Collected data entries:
- Opening Delimiter -
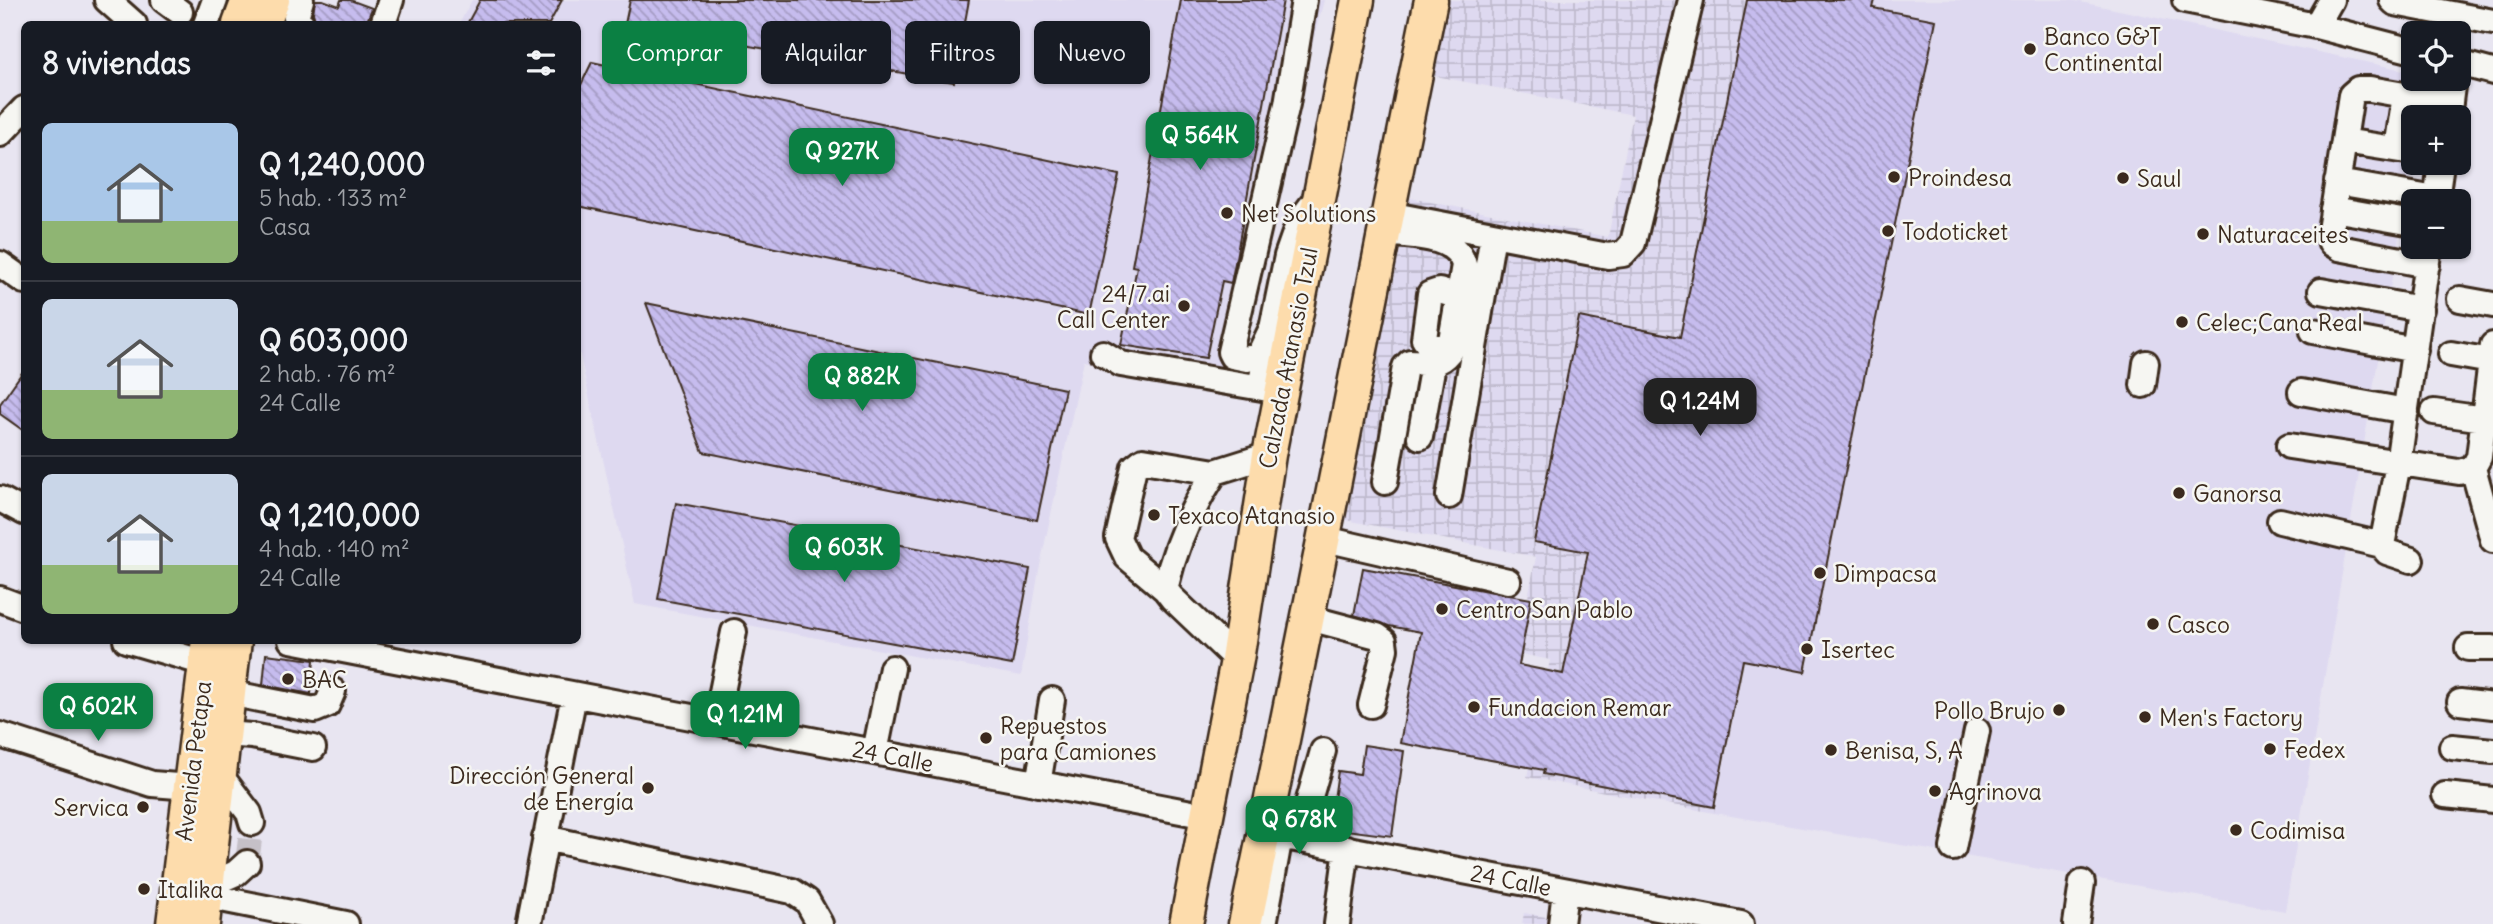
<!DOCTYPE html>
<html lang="es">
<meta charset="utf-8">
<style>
:root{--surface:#171b24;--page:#20242c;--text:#f1f3f6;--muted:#9ea1a6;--line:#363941;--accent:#0b8043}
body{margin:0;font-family:Delius,sans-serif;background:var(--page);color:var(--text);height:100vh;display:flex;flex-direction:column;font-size:26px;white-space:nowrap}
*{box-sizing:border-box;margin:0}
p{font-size:23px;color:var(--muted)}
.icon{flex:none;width:38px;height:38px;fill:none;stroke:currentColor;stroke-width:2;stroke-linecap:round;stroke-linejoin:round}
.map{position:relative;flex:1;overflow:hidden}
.drawer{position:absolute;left:21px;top:21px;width:560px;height:623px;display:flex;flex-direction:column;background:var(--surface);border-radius:10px;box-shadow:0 2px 5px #0004}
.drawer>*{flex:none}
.guide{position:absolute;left:602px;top:21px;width:665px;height:63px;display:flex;gap:14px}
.controls{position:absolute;left:2401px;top:21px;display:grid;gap:14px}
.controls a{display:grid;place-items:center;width:70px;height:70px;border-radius:10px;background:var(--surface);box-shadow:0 2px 5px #0004;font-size:35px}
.price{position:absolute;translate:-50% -60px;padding:0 16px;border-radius:14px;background:var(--accent);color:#fff;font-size:23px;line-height:46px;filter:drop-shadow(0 2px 4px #0008)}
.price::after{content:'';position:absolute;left:50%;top:42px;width:21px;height:16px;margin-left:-10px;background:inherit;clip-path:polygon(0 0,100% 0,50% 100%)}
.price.on{background:#222;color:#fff}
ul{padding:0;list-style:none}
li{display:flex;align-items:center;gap:21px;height:175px;padding:0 21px}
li+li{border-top:2px solid var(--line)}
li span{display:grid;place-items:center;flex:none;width:196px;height:140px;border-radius:10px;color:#555}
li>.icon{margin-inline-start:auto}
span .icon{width:84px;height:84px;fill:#fffc;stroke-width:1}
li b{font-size:30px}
h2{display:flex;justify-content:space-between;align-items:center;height:84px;padding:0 21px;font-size:30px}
.tag{padding:0 24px;border-radius:10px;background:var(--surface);box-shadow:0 2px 5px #0004;font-size:24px;line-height:63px}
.tag.on{background:var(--accent);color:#fff}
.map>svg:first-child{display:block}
.built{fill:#ded9f0}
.industrial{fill:url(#industrial-grid)}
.building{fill:url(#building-back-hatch);stroke:#3b2a1e;stroke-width:2}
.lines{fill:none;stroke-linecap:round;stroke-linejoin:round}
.minor-tunnel{stroke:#c5c0c7;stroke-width:24;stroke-dasharray:24 12;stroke-linecap:butt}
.minor-casing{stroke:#3b2a1e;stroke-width:30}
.major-casing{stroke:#3b2a1e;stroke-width:37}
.minor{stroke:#f6f6f2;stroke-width:24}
.major{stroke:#fddcac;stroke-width:32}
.poi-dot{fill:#3b2a1e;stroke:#f6f6f2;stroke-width:2.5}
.labels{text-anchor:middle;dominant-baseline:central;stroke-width:5;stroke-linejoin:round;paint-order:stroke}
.poi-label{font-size:23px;fill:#3b2a1e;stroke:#f6f6f2;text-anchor:start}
.street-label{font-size:23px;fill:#3b2a1e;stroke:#f6f6f2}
</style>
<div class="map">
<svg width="2493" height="924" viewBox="0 0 2493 924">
<defs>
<pattern id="industrial-grid" width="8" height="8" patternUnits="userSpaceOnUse" patternTransform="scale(1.75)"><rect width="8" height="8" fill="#ded9f0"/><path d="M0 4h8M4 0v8" fill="none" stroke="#bfbacd"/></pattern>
<pattern id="building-back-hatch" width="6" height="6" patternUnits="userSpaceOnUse" patternTransform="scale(1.75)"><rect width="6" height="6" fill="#c6bcee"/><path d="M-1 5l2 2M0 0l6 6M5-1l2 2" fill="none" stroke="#a299c0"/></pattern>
</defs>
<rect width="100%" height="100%" fill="#e8e5f1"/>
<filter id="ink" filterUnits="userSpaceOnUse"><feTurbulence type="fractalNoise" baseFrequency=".0143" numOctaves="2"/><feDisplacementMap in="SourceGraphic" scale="14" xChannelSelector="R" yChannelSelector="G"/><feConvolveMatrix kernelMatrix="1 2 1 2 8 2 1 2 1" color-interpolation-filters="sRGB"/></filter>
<g filter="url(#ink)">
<path class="built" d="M472,0h852l-78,293 -16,94 -146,-27 -45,210 -18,106 -386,-72 -57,-258v-322h-119z
M1875,0h196l342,72v7h13l-7,38h-6v36l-128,758 -571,-98z"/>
<path class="industrial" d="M1446,0h429l-161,813 -187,-36 23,-117 -33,-7 19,-96 -190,-37 64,-322 198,39 25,-122 -202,-40z
M1524,913l60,11h-62z"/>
<path class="building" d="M315,0h8l16,6 2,-6h9l22,8 -6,16h-50l-3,-11z
M480,0h82l-13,24h-82z
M630,0h339l-15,82 -329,-58z
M1181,0h102l-47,258 -5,25 -9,-2 -16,77 -85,-13 16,-78 -5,-1z
M1747,0h128l-2,8 63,12 -131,652 -62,-12 -29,147 -171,-33 1,-4 -144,-27 21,-111 -32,-6 -35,-11 9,-47 168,31 -12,66 44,9 25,-122 -54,-10 45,-225 101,20z
M592,62l527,113 -30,140 -511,-109v-115z
M646,303l419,86 -28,131 -334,-68z
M24,370v61l-24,-17v-10z
M676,503l354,66 -18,96 -354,-66z
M266,654l48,6 -3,34 -48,-9z
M1364,745l40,6 -12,85 -62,-8 8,-57 22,3z"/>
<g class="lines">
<path class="minor-tunnel" d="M247,863l5,-40"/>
<defs>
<path id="minor" d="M107,0l27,24
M164,0l16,12
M301,0l-5,17 6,7
M2185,0l131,26 97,25
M2392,0l3,3 98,19
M206,24l9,-24
M383,24l8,-24
M2316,26l15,-26
M2459,63l34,9
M2448,117l5,-38
M0,134l24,-25
M2344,141l69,11
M2397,149l8,-54
M2337,182l99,17
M2436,201l5,-38
M2333,209l80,14
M1388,214l220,42 15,-2 10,-11 58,-243
M1383,233c25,3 74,1 81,32l-15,87c-12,15 -23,10 -39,10l-5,5 -20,115
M0,264l24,17
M2427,265l-88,-17 -8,-5 -2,-6 22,-142 7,-6h12l80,14
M2321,291l100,18
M2460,299l33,6
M1272,328l-13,27 -12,4 -15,-3 -2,-4 57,-248 17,-104
M2313,331l102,19
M1449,352l-22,-9 -3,-4 6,-45 9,-3 21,6
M1103,353l18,11 153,26
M2451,354l40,7
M2143,385l3,-22
M1260,387l27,-131 12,-34 18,-24
M2301,392l105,19
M2434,412l50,7
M1420,437l13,-73
M2289,446l170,26 14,-4 6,-11 14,-112
M2473,468l20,72
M1449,496l44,-261
M0,499l24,13
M2280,521l102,24
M1325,539l183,42
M2411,560l-24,-8 -5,-7 16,-81 31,-217
M1165,589c10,-43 26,-80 50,-117
M0,599l24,9
M1309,618l68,18 7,5 1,8 -14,56
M126,640l79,23
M291,640l916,176
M2468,648h25
M1237,660l-65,-62 -7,-9 -38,-32 -9,-19 16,-71 9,-7 72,12 54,-17
M229,693l86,17 12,-5 6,-14
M2460,702l33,4
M716,722l18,-90
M224,734l28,2 61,12
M0,735l152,49 38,3
M2452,747l41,4
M875,752l17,-84
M220,775l29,38 3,10
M1038,784l14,-84
M2445,795l48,5
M1280,836l461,88
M545,838l247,53 15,10 13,23
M1298,839l25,-88
M1953,848l24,-117
M207,886l29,-13 11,-10
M206,896l140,28
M529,924l45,-229
M1264,924l16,-88 -1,-15
M1337,924l10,-76
M1561,924l4,-33
M2076,924l6,-41"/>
<path id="major" d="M239,24l9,-24
M264,24l9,-24
M173,924l35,-284
M203,924l32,-284
M1186,924l51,-264 32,-205 89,-455
M1245,924c65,-308 123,-616 186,-924"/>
</defs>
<use href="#minor" class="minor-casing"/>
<use href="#major" class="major-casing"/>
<use href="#minor" class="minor"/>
<use href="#major" class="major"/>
</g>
</g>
<g class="poi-dot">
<circle cx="2030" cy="49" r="7"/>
<circle cx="1894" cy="177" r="7"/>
<circle cx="2123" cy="178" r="7"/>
<circle cx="1227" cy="213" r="7"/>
<circle cx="1888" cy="231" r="7"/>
<circle cx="2203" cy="234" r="7"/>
<circle cx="1184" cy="306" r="7"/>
<circle cx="2182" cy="322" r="7"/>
<circle cx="2179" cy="493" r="7"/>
<circle cx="1154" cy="515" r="7"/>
<circle cx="1820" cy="573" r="7"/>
<circle cx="1442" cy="609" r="7"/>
<circle cx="2153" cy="624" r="7"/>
<circle cx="1807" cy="649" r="7"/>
<circle cx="288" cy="679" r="7"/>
<circle cx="1474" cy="707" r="7"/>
<circle cx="2059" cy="710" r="7"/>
<circle cx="2145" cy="717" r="7"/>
<circle cx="986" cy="738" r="7"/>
<circle cx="2270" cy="749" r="7"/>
<circle cx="1831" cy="750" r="7"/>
<circle cx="648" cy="788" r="7"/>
<circle cx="1935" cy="791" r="7"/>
<circle cx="143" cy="807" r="7"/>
<circle cx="2236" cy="830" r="7"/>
<circle cx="144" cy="889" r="7"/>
</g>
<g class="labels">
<g class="poi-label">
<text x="2044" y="36">Banco G&amp;T<tspan x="2044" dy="26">Continental</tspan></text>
<text x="1908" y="177">Proindesa</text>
<text x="2137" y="178">Saul</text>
<text x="1241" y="213">Net Solutions</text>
<text x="1902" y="231">Todoticket</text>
<text x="2217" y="234">Naturaceites</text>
<text x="1170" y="293" text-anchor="end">24/7.ai<tspan x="1170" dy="26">Call Center</tspan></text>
<text x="2196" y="322">Celec;Cana Real</text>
<text x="2193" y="493">Ganorsa</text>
<text x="1168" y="515">Texaco Atanasio</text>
<text x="1834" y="573">Dimpacsa</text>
<text x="1456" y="609">Centro San Pablo</text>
<text x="2167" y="624">Casco</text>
<text x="1821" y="649">Isertec</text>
<text x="302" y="679">BAC</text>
<text x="1488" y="707">Fundacion Remar</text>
<text x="2045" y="710" text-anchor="end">Pollo Brujo</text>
<text x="2159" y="717">Men's Factory</text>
<text x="1000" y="725">Repuestos<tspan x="1000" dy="26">para Camiones</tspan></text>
<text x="2284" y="749">Fedex</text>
<text x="1845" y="750">Benisa, S, A</text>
<text x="634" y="775" text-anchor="end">Dirección General<tspan x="634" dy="26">de Energía</tspan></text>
<text x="1949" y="791">Agrinova</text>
<text x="129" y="807" text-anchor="end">Servica</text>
<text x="2250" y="830">Codimisa</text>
<text x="158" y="889">Italika</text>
</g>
<g class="street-label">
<text transform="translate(1288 358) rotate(-79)">Calzada Atanasio Tzul</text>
<text transform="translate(893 756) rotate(11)">24 Calle</text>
<text transform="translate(193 761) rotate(-83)">Avenida Petapa</text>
<text transform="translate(1511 880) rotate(11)">24 Calle</text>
</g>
</g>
</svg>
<div class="controls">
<a><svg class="icon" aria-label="locate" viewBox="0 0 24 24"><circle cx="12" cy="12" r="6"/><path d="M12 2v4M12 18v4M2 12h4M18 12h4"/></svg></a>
<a>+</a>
<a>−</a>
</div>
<b class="price" style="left:1200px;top:172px">Q 564K</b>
<b class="price" style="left:842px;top:188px">Q 927K</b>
<b class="price" style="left:862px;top:413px">Q 882K</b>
<b class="price on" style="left:1700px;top:438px">Q 1.24M</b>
<b class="price" style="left:844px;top:584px">Q 603K</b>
<b class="price" style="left:98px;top:743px">Q 602K</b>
<b class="price" style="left:745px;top:751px">Q 1.21M</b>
<b class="price" style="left:1299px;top:856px">Q 678K</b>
<div class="guide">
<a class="tag on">Comprar</a>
<a class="tag">Alquilar</a>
<a class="tag">Filtros</a>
<a class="tag">Nuevo</a>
</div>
<section class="drawer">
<h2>8 viviendas<svg class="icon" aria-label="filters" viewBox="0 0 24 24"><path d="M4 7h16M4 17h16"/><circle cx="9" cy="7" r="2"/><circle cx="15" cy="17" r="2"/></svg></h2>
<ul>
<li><span style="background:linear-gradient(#a9c7e8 70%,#8fb573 0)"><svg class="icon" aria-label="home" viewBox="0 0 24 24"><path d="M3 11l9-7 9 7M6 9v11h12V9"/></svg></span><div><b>Q 1,240,000</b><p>5 hab. · 133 m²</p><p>Casa</p></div></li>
<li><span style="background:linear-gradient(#c9d6e8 65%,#8fb573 0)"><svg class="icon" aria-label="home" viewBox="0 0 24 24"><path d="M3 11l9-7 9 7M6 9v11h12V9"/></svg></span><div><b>Q 603,000</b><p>2 hab. · 76 m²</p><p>24 Calle</p></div></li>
<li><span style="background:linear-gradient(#c9d6e8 65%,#8fb573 0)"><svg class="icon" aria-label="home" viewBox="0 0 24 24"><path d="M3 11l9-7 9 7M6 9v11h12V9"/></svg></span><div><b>Q 1,210,000</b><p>4 hab. · 140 m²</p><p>24 Calle</p></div></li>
</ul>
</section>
</div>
- Closing Delimiter -
From the entries above, copy each line that holds "lines".

▶ _ANSWER FOR THIS EXERCISE_
.lines{fill:none;stroke-linecap:round;stroke-linejoin:round}
<g class="lines">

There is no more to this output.